## Source material
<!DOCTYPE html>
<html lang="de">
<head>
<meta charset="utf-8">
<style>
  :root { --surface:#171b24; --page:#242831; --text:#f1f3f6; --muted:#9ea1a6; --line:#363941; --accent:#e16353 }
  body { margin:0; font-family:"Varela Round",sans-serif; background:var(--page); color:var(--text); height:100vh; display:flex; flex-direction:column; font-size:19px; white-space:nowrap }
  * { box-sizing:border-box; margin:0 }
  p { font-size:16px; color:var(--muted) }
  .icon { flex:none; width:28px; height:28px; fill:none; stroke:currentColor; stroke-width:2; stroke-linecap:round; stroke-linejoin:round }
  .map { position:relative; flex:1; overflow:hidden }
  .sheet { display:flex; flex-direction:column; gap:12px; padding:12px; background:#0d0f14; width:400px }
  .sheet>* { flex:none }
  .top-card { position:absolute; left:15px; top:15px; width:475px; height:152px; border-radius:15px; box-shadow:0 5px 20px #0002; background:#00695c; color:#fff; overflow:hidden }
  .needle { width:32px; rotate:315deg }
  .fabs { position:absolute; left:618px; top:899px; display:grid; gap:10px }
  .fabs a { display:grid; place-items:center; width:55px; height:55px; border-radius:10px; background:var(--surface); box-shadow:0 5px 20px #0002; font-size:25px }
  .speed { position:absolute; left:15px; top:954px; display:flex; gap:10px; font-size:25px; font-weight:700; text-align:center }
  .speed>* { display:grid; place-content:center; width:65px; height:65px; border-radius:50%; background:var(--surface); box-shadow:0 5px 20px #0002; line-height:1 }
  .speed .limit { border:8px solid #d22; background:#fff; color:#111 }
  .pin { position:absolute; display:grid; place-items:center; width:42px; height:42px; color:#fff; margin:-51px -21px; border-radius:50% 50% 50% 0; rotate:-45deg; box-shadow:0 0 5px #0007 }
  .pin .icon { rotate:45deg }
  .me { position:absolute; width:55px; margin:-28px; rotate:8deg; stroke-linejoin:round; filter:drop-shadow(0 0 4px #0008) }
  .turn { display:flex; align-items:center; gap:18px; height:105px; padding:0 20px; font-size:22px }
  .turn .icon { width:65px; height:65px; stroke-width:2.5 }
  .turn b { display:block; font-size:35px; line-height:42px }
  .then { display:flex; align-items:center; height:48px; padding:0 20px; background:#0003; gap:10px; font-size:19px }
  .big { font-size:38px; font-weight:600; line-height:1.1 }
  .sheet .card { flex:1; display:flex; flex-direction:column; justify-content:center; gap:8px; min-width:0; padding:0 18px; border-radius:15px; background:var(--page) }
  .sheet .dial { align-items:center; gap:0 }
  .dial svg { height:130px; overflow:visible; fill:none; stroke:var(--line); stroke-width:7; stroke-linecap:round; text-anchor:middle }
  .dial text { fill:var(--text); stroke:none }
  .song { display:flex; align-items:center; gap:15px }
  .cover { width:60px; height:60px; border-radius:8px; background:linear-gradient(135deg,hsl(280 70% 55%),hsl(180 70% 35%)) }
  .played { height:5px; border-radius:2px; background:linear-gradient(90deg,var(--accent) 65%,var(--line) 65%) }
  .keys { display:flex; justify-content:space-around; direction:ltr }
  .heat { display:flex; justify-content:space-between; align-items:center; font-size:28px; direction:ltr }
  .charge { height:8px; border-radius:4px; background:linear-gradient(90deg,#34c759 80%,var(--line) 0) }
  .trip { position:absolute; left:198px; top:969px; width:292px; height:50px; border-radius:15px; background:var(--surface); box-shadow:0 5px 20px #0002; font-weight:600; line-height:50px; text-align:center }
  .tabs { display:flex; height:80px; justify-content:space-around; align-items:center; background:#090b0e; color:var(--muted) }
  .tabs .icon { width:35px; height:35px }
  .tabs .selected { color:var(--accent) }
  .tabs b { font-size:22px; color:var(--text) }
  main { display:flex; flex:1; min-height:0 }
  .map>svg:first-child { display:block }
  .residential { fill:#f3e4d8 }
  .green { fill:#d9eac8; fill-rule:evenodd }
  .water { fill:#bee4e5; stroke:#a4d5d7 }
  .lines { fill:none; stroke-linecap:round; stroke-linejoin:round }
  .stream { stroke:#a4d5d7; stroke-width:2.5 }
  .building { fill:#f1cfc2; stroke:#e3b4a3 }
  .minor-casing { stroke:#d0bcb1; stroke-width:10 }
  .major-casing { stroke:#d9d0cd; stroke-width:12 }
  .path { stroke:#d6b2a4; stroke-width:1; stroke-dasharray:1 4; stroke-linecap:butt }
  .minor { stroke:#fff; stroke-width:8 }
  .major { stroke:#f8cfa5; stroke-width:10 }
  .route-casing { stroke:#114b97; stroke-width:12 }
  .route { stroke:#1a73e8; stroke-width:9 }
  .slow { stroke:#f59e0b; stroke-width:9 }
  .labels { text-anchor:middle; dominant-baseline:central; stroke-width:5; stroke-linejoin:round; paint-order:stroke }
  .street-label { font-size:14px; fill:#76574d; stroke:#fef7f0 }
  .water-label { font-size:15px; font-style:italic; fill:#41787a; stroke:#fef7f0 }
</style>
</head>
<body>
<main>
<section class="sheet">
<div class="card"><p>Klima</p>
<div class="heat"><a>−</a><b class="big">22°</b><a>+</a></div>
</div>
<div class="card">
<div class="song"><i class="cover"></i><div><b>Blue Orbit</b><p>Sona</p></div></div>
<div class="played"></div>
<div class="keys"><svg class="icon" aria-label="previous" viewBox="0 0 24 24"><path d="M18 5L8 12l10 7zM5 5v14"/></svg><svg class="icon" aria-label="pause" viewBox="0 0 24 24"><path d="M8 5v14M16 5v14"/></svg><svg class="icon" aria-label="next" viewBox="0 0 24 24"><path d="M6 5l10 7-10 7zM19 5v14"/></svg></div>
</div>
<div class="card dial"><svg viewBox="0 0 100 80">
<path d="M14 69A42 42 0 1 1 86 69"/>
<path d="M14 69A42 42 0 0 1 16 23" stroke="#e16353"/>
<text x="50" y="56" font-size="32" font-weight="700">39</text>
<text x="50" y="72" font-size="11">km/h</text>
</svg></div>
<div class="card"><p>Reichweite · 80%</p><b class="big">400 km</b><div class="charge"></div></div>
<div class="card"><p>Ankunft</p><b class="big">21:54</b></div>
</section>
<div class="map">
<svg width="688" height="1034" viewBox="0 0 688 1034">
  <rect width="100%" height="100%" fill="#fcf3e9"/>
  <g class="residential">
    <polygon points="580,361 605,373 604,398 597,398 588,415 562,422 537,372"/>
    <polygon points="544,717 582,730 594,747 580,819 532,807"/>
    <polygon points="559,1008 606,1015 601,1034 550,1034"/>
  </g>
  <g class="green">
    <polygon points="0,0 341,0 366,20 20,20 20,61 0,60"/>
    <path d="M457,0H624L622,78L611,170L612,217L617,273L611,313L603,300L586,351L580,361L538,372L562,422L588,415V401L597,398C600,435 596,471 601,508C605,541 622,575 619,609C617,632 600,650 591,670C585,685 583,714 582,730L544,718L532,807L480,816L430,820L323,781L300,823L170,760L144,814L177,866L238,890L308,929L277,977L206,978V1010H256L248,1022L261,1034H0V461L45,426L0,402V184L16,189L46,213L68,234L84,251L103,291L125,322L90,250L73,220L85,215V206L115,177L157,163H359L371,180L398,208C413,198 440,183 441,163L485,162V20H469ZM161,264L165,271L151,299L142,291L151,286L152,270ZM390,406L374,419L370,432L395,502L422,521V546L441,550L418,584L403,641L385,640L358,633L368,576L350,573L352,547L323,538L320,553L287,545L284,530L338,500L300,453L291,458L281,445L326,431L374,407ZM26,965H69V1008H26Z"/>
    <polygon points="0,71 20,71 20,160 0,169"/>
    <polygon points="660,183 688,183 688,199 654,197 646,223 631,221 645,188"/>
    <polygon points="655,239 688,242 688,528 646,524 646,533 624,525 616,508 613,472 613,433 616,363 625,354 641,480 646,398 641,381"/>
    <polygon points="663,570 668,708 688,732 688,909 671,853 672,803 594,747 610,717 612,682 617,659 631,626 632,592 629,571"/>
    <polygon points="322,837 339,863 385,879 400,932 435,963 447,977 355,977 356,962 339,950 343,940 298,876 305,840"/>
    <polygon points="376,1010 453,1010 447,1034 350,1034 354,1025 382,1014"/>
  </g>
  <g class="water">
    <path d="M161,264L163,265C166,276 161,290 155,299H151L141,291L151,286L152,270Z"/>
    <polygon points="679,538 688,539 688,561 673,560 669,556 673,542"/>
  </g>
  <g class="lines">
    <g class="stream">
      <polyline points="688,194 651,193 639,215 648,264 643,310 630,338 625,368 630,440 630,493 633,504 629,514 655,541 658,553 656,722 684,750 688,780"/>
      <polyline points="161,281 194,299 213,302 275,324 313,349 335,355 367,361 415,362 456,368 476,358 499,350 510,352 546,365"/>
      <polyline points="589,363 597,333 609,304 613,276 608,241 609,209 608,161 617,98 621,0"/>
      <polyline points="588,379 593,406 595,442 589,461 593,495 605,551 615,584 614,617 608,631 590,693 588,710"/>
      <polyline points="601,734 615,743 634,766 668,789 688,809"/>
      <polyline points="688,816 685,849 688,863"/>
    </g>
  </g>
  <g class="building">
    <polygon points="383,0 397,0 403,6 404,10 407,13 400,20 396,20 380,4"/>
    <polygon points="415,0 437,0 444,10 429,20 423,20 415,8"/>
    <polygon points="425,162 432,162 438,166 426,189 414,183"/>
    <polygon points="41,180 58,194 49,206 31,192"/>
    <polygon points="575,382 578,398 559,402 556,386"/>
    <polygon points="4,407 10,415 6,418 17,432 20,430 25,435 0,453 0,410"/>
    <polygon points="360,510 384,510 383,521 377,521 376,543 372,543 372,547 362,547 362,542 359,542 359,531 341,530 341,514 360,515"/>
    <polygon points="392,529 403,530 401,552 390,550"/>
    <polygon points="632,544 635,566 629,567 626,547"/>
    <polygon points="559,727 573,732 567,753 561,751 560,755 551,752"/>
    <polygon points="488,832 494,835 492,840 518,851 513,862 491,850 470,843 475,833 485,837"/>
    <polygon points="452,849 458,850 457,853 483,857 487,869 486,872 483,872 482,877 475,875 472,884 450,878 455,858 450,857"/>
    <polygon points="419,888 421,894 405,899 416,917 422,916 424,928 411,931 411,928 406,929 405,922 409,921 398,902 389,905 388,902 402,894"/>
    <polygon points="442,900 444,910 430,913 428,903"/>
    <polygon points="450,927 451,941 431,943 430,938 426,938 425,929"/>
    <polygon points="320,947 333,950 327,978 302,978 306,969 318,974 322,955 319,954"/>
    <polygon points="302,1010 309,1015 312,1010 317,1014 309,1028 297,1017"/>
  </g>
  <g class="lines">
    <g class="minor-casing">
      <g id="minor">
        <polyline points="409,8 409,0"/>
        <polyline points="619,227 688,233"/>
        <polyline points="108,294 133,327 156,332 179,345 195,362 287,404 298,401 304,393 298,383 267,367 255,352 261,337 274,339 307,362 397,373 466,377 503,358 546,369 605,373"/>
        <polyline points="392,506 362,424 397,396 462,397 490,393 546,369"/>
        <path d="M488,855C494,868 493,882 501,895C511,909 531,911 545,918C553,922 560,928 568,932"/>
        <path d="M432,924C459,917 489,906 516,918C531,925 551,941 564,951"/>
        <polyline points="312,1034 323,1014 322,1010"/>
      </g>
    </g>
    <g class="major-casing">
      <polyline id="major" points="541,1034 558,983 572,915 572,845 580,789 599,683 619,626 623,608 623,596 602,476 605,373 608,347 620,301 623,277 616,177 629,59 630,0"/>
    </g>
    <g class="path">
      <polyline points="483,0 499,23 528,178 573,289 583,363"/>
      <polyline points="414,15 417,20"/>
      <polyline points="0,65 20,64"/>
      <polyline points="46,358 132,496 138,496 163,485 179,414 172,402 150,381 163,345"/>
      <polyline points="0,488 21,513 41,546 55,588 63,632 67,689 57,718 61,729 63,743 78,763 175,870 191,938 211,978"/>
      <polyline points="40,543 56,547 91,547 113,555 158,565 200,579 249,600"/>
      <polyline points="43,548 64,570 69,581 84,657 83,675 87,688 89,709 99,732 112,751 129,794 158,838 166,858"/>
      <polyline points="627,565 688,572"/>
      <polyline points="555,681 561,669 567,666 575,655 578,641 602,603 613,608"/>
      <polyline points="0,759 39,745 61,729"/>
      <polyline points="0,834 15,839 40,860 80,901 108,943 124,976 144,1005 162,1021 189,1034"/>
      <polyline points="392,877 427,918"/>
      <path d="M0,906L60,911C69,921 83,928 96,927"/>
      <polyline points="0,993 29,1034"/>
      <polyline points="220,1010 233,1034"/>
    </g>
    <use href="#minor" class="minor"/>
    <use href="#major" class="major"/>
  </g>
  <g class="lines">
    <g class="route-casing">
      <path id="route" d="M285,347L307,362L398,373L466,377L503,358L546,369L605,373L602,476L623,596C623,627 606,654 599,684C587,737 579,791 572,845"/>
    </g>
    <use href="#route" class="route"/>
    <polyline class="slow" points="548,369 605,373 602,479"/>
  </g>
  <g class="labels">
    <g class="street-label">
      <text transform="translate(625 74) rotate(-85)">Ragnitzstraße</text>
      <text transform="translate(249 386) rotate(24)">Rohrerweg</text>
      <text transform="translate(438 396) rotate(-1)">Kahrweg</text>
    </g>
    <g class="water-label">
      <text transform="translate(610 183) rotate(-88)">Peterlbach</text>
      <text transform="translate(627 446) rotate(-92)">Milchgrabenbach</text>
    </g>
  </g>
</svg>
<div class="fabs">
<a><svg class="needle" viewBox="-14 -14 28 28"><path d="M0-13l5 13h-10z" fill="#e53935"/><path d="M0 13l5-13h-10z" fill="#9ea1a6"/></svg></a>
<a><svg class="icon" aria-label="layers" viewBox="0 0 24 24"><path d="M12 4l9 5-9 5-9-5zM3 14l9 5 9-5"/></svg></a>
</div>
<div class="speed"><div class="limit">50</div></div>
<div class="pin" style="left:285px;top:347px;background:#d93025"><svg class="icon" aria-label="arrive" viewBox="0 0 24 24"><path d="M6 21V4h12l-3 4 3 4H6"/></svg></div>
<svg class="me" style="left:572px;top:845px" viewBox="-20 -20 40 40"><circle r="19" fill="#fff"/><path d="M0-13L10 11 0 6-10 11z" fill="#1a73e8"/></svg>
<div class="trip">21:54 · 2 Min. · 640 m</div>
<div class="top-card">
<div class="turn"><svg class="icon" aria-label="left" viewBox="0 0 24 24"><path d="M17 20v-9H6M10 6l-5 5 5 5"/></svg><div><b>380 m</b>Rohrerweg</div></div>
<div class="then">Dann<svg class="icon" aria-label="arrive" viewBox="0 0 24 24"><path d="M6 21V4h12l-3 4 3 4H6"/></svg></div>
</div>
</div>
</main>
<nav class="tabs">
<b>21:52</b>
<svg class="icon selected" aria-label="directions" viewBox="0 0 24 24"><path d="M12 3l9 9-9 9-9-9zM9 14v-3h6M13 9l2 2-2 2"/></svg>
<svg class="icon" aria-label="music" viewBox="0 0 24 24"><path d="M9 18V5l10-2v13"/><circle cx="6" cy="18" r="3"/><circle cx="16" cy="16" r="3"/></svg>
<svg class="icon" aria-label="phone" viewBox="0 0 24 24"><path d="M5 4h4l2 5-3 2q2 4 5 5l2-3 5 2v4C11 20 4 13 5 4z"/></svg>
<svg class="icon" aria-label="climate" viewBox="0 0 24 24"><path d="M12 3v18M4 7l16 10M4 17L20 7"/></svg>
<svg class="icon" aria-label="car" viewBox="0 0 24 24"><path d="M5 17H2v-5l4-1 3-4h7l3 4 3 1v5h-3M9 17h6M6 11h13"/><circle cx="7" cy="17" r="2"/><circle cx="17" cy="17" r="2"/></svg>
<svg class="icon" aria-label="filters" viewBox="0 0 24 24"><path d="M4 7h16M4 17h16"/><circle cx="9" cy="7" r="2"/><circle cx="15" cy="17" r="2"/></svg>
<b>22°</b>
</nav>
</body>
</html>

## What you should do
Print the lines from the one containing "<b>21:52</b>" through the end of the material, word for word, and nothing else.

## Worked solution
<b>21:52</b>
<svg class="icon selected" aria-label="directions" viewBox="0 0 24 24"><path d="M12 3l9 9-9 9-9-9zM9 14v-3h6M13 9l2 2-2 2"/></svg>
<svg class="icon" aria-label="music" viewBox="0 0 24 24"><path d="M9 18V5l10-2v13"/><circle cx="6" cy="18" r="3"/><circle cx="16" cy="16" r="3"/></svg>
<svg class="icon" aria-label="phone" viewBox="0 0 24 24"><path d="M5 4h4l2 5-3 2q2 4 5 5l2-3 5 2v4C11 20 4 13 5 4z"/></svg>
<svg class="icon" aria-label="climate" viewBox="0 0 24 24"><path d="M12 3v18M4 7l16 10M4 17L20 7"/></svg>
<svg class="icon" aria-label="car" viewBox="0 0 24 24"><path d="M5 17H2v-5l4-1 3-4h7l3 4 3 1v5h-3M9 17h6M6 11h13"/><circle cx="7" cy="17" r="2"/><circle cx="17" cy="17" r="2"/></svg>
<svg class="icon" aria-label="filters" viewBox="0 0 24 24"><path d="M4 7h16M4 17h16"/><circle cx="9" cy="7" r="2"/><circle cx="15" cy="17" r="2"/></svg>
<b>22°</b>
</nav>
</body>
</html>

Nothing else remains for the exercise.